> _WHAT IS BEING ASKED_
Every line of the material that mentions the word "lines" should be copied out.

> _MATERIAL SUPPLIED_

┌────────

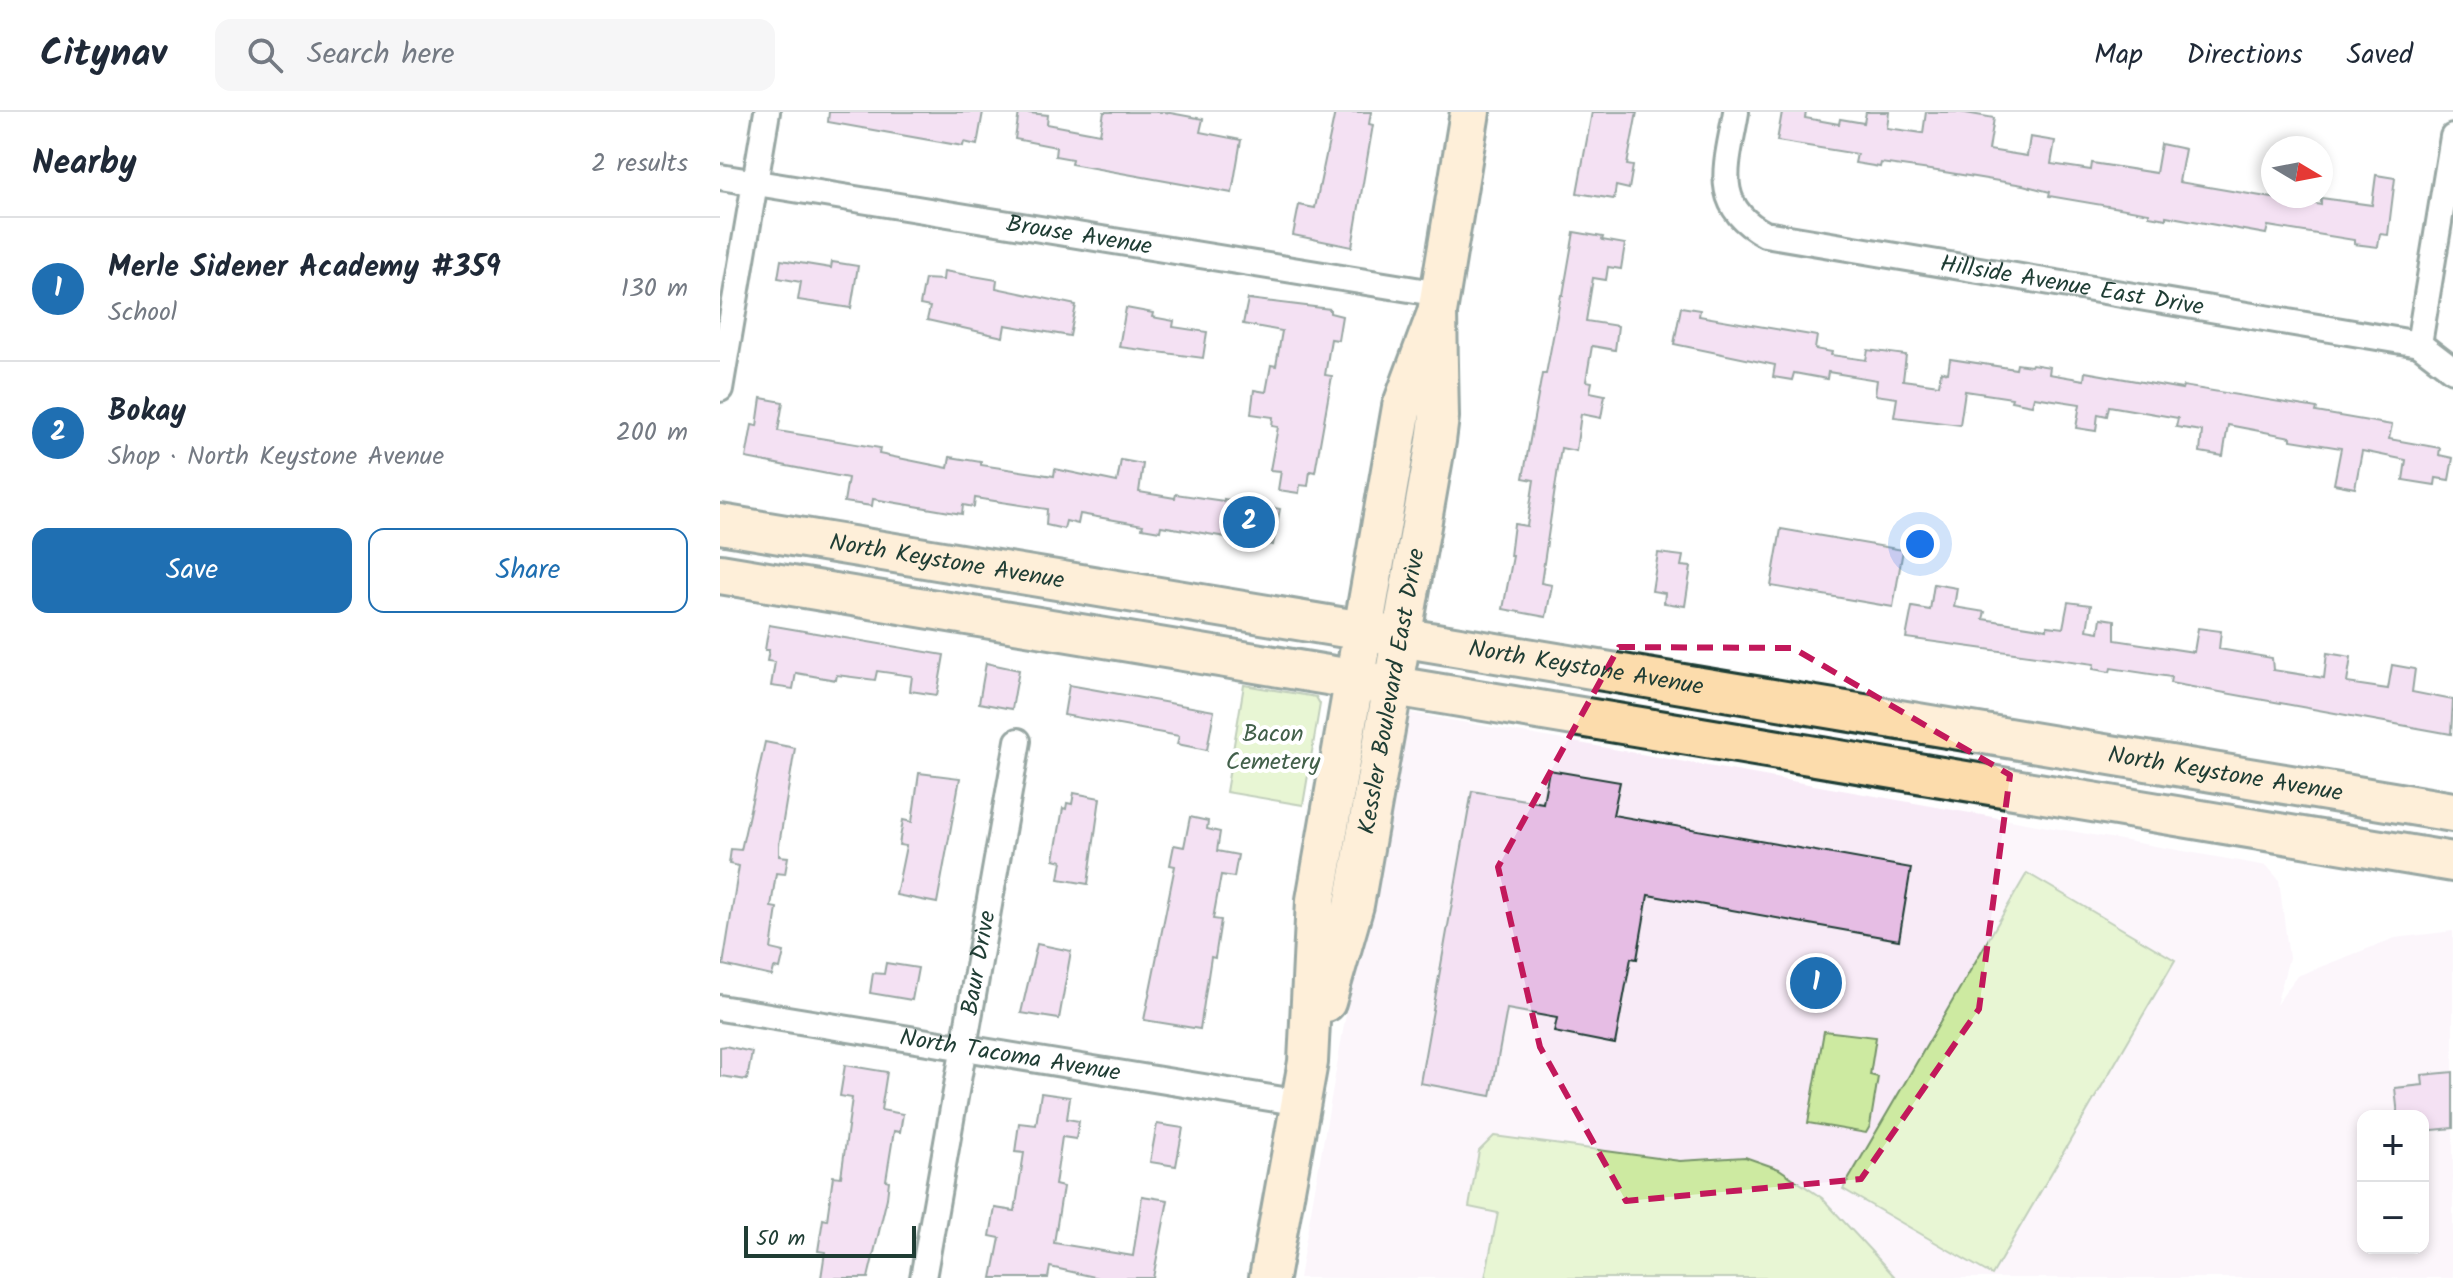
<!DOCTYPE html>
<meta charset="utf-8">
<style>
:root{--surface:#fff;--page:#f6f6f7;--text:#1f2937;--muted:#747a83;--line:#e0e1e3;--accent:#1f6fb2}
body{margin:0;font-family:Kalam,sans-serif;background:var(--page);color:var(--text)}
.controls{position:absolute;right:24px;bottom:24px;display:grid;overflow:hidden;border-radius:16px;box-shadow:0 4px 12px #0003}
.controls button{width:72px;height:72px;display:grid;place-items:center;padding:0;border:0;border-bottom:2px solid var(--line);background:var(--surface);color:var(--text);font:40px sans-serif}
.compass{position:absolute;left:1541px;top:24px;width:72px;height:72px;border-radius:50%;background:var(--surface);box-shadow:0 4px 12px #0003;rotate:100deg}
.scale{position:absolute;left:24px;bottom:20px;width:172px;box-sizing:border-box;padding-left:8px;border:4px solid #1f3d34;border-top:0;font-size:22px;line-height:28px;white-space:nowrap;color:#1f3d34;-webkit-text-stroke:6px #fff;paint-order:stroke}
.you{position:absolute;left:1200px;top:432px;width:28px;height:28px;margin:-20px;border:6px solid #fff;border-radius:50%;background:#1a73e8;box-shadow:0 0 0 12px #1a73e833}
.badge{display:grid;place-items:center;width:52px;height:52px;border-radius:50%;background:var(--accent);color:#fff;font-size:26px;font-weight:700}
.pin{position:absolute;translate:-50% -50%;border:4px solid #fff;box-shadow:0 2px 8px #0006}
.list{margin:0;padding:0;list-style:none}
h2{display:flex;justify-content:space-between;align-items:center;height:104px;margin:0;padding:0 32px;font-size:34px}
h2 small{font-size:26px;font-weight:400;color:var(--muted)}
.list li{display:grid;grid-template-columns:52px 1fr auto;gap:24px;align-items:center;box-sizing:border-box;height:144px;padding:0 32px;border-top:2px solid var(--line)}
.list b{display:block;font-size:30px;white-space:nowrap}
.list p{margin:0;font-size:26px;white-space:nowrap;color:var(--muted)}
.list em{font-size:26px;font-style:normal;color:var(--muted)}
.actions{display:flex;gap:16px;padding:24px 32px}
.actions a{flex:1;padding:18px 0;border:2px solid var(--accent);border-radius:16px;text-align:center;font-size:28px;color:var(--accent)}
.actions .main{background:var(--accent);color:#fff}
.icon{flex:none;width:44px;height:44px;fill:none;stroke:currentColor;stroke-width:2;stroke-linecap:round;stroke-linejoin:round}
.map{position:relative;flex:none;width:1733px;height:1166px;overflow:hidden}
header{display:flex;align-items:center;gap:48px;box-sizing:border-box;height:112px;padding:0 40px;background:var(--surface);border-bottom:2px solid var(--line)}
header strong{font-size:38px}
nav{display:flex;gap:44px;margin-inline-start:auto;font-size:28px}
.search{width:560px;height:72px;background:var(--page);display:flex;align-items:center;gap:20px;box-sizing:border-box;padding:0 28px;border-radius:16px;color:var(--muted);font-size:30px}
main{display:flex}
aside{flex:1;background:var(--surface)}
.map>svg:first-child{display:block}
.built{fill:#f8ebf7;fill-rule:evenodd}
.green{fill:#cdeaa1;stroke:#76946a;stroke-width:2}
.building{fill:#e6bde4;stroke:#1f3d34;stroke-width:2}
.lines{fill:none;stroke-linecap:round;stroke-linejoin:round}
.street-casing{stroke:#1f3d34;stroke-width:30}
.primary-casing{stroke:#1f3d34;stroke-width:44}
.street{stroke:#fff;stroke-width:24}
.primary{stroke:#fcdcac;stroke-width:38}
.marked{fill:none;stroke:#c2185b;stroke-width:6;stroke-dasharray:16 10;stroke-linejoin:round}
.labels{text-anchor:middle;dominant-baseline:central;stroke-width:8;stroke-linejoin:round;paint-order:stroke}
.street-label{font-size:24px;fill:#1f3d34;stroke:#fff}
.park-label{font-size:24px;fill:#42604a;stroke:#fff}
</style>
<header>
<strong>Citynav</strong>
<div class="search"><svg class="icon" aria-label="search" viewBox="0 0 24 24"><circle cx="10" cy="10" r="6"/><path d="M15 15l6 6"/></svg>Search here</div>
<nav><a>Map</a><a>Directions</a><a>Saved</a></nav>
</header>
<main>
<aside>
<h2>Nearby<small>2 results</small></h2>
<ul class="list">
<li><span class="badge">1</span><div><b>Merle Sidener Academy #359</b><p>School</p></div><em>130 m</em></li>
<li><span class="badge">2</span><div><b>Bokay</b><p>Shop · North Keystone Avenue</p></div><em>200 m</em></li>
</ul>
<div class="actions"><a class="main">Save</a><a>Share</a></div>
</aside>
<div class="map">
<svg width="1733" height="1166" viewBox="0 0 1733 1166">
<rect width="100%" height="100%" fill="#fff"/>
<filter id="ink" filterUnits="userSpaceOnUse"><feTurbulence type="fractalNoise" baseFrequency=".0125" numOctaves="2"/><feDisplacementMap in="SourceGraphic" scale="16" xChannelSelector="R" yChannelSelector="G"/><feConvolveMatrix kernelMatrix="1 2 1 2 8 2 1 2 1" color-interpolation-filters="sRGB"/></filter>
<g filter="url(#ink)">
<path class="built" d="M 680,599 L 1547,754 L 1559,768 L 1569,846 L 1556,893 L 1577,864 L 1675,826 L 1733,819 L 1733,1166 L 579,1166 ZM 1643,1004 L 1703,1004 L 1703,1136 L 1643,1136 Z"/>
<path class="green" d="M 524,573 L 596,585 L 600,592 L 583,693 L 506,680 Z
M 1307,761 L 1455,848 L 1272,1163 L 1123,1077 Z
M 1104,919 L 1156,925 L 1150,963 L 1158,965 L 1150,1014 L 1146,1021 L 1088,1011 Z
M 774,1024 L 960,1049 L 1025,1045 L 1059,1057 L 1102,1086 L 1176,1166 L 765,1166 L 778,1101 L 749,1095 L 759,1039 Z"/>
<path class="building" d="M 109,0 L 263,0 L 257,33 L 244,30 L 243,34 L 108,10 Z
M 299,0 L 328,3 L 327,12 L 380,22 L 384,0 L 445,0 L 483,7 L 480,20 L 521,28 L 512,81 L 351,52 L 352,47 L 335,44 L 336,35 L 295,27 Z
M 615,0 L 651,0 L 649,12 L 653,13 L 632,135 L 573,123 L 579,93 L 595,96 Z
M 872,0 L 917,0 L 907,53 L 913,54 L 909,77 L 896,74 L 894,87 L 857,81 Z
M 1062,0 L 1086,0 L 1085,6 L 1119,12 L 1120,7 L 1144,11 L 1146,0 L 1169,0 L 1167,16 L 1203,21 L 1206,0 L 1240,0 L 1274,6 L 1269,38 L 1307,44 L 1310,25 L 1335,29 L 1331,52 L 1371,58 L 1372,51 L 1436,61 L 1441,32 L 1465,37 L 1459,70 L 1576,90 L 1576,88 L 1601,93 L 1601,86 L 1652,93 L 1656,63 L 1675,66 L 1668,123 L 1660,122 L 1658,135 L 1634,132 L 1634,128 L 1548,114 L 1546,122 L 1446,104 L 1446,107 L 1429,104 L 1429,101 L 1329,84 L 1330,80 L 1303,73 L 1224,60 L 1161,51 L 1160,55 L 1135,51 L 1137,42 L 1057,29 Z
M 854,120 L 883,125 L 882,128 L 905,132 L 901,157 L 888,155 L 886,168 L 873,166 L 866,209 L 898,214 L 895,238 L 872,234 L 866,269 L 872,270 L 870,280 L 885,283 L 881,306 L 861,302 L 856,339 L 841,336 L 821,471 L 832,473 L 826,505 L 783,497 L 793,444 L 790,444 L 794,412 L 807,414 L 814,368 L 803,366 L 822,262 L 826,262 L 841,183 L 843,183 Z
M 61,148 L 111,156 L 112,150 L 138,154 L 131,196 L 78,188 L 81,170 L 58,166 Z
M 224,159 L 277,168 L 276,176 L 356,193 L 350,224 L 285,213 L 283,225 L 207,208 L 210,195 L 200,193 L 205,167 L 223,168 Z
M 528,187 L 610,197 L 610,201 L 622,204 L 618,228 L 611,227 L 605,263 L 612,264 L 595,360 L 590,359 L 588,374 L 580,373 L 579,381 L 558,378 L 561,359 L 550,358 L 558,315 L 552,314 L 553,305 L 531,302 L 534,278 L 546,280 L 551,253 L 556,254 L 562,219 L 523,212 Z
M 961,195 L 980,198 L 979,204 L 1097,224 L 1095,237 L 1112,240 L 1111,243 L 1146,248 L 1148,238 L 1186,243 L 1183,268 L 1219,273 L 1221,259 L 1228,261 L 1230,247 L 1296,257 L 1297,252 L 1311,254 L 1312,252 L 1330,255 L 1329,262 L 1364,268 L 1365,260 L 1462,277 L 1463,274 L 1597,296 L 1596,300 L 1672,313 L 1669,327 L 1720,336 L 1719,343 L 1733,346 L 1729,368 L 1716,366 L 1715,373 L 1683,368 L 1686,348 L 1642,339 L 1635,376 L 1614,372 L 1621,336 L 1571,328 L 1571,325 L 1508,313 L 1503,344 L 1480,340 L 1482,319 L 1456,315 L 1458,306 L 1389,294 L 1387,304 L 1378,302 L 1376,319 L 1356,316 L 1360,292 L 1314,285 L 1312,293 L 1291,289 L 1292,286 L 1245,279 L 1240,313 L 1174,305 L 1177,286 L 1155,283 L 1157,268 L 1108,260 L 1107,267 L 1074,261 L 1072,268 L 1053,265 L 1055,253 L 954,232 Z
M 406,196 L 433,201 L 432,205 L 454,209 L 453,215 L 487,220 L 483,246 L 399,235 Z
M 41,286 L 63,290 L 58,319 L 160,336 L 159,342 L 228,356 L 230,345 L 261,350 L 261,353 L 334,364 L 335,357 L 397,370 L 401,348 L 423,352 L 419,380 L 455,386 L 456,382 L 504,389 L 504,387 L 560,397 L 553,433 L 441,414 L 440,419 L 422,416 L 423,413 L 360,402 L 358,412 L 346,409 L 344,417 L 326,413 L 327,397 L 255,386 L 254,395 L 243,393 L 242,402 L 153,387 L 152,394 L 124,390 L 128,366 L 26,346 L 32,313 L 37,314 Z
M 1061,417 L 1183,438 L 1173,495 L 1051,474 Z
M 938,441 L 963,444 L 961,454 L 971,455 L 965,494 L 944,491 L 945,481 L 932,479 Z
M 1214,472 L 1237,476 L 1234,495 L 1265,500 L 1263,507 L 1327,517 L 1327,514 L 1343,516 L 1348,490 L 1371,493 L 1367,518 L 1379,520 L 1381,506 L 1395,508 L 1395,528 L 1474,540 L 1478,516 L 1501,519 L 1499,537 L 1552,546 L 1553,558 L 1604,566 L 1607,541 L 1631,545 L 1627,571 L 1668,577 L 1672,553 L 1695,557 L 1692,580 L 1733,588 L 1731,622 L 1450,571 L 1451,565 L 1391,556 L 1390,560 L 1373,557 L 1374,552 L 1186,526 L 1192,495 L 1210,498 Z
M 49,513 L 224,543 L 217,583 L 190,579 L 192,564 L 157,559 L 155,568 L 117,563 L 116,568 L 76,561 L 73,577 L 51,574 L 55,550 L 47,549 L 49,538 L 45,538 Z
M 266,551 L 299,558 L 292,597 L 259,591 Z
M 349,573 L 494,599 L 487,638 L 457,632 L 459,624 L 344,603 Z
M 45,630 L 75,636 L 59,733 L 59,744 L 68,745 L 65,762 L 56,761 L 51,795 L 57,796 L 51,837 L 64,840 L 60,857 L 54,856 L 52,864 L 3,853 L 19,754 L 9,752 L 11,737 L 21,738 Z
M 829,658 L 900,670 L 893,703 L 1191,756 L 1179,828 L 928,783 L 917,847 L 911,846 L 895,932 L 834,920 L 837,906 L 787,897 L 771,984 L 700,971 L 752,679 L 823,691 Z
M 199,661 L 240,666 L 217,791 L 176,783 L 186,734 L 179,733 L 183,708 L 192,710 Z
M 354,681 L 380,686 L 368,772 L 339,767 L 342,749 L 334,747 L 343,696 L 346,697 L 347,691 L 352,692 Z
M 470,705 L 488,709 L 487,717 L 500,720 L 497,739 L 518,743 L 514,765 L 501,763 L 493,807 L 501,808 L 495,846 L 491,845 L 480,917 L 424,908 L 455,754 L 450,753 L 454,733 L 464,735 Z
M 317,832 L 351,839 L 339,907 L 301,901 Z
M 166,851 L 198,856 L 192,888 L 150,881 L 153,861 L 164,862 Z
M 5,934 L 32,940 L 27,968 L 0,964 L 0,935 Z
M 125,953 L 167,960 L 161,998 L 183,1002 L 180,1020 L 174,1019 L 166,1068 L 169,1069 L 167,1086 L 148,1166 L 101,1166 L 105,1140 L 98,1139 L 103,1107 L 107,1108 L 113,1064 L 121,1065 L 132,986 L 120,984 Z
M 1733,960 L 1733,1016 L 1703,1019 L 1703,1004 L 1678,1004 L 1675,976 L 1703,973 L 1702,963 Z
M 321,981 L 350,985 L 347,1007 L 359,1009 L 356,1027 L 342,1025 L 335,1073 L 343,1075 L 334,1131 L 413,1144 L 422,1084 L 448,1088 L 433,1166 L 379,1166 L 330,1155 L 328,1166 L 272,1166 L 280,1126 L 270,1124 L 275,1096 L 295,1099 L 304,1041 L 295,1040 L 299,1011 L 316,1013 Z
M 437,1012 L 463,1016 L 456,1054 L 430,1050 Z"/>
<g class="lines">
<defs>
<g id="street">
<path id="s1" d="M 1016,0 C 1008,50 989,93 1045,122 L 1699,232"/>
<path d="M 1733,25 L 1699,232 L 1733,258"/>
<path id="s2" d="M 0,65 L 720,182"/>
<path d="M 0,277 L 47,0"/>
<path id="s3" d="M 0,896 L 581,991"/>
<path id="s4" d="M 203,1166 L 298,629"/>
</g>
<g id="primary">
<path id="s5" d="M 0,412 L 1733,700"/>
<path d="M 0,462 L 1733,750"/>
<path id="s6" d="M 606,890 L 634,793 L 716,329 L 719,305 L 717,201 L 750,0"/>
<path d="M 549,1166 L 588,950 L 596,788 L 682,295 L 717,201"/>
</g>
</defs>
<use href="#street" class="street-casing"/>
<use href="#primary" class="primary-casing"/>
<use href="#street" class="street"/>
<use href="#primary" class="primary"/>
</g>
</g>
<path d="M0 0H1733V1166H0ZM 899,535 L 1073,536 L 1290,663 L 1259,897 L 1141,1067 L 906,1089 L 820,935 L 778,755 Z" fill="#fff" fill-opacity=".55" fill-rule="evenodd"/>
<path class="marked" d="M 899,535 L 1073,536 L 1290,663 L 1259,897 L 1141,1067 L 906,1089 L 820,935 L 778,755 Z"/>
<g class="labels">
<g class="street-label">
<text stroke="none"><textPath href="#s2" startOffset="364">Brouse Avenue</textPath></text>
<text stroke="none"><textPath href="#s1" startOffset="450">Hillside Avenue East Drive</textPath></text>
<text stroke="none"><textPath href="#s5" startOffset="230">North Keystone Avenue</textPath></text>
<text stroke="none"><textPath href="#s5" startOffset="878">North Keystone Avenue</textPath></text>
<text stroke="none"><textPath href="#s6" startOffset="318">Kessler Boulevard East Drive</textPath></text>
<text stroke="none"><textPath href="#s5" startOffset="1526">North Keystone Avenue</textPath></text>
<text stroke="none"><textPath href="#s4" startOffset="320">Baur Drive</textPath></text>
<text stroke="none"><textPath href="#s3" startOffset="294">North Tacoma Avenue</textPath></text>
</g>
<g class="park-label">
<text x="553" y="622">Bacon<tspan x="553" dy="28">Cemetery</tspan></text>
</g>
</g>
</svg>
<div class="controls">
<button>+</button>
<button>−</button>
</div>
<svg class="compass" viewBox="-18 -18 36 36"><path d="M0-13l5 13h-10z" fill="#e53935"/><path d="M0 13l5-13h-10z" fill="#747a83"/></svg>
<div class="scale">50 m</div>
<div class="you"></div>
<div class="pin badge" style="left:1096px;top:871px">1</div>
<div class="pin badge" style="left:529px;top:410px">2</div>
</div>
</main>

└────────

> _ANSWER SECTION_
.lines{fill:none;stroke-linecap:round;stroke-linejoin:round}
<g class="lines">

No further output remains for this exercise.